(WORK TO COMPLETE) Please copy every line from the following entries in which the word "name" appears.

(Records from a dataset)
********
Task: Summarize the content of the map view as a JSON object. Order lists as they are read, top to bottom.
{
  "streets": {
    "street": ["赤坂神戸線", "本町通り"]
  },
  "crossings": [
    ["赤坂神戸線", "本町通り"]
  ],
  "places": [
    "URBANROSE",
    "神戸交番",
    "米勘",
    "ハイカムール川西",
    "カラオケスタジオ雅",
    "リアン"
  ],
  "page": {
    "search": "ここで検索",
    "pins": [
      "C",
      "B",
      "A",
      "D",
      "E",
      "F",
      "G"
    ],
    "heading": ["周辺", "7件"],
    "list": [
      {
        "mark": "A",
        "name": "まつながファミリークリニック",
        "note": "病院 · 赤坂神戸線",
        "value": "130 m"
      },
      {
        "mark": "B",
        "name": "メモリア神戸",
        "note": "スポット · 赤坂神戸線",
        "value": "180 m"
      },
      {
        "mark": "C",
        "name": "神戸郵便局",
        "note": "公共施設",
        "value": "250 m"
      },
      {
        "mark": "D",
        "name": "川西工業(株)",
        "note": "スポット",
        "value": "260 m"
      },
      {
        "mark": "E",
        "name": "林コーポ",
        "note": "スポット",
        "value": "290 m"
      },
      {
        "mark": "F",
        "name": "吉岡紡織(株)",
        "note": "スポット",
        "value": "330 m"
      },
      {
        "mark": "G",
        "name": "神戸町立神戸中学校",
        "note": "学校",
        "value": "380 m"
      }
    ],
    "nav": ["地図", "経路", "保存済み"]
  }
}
********
(RESULT FOR THIS TASK)
        "name": "まつながファミリークリニック",
        "name": "メモリア神戸",
        "name": "神戸郵便局",
        "name": "川西工業(株)",
        "name": "林コーポ",
        "name": "吉岡紡織(株)",
        "name": "神戸町立神戸中学校",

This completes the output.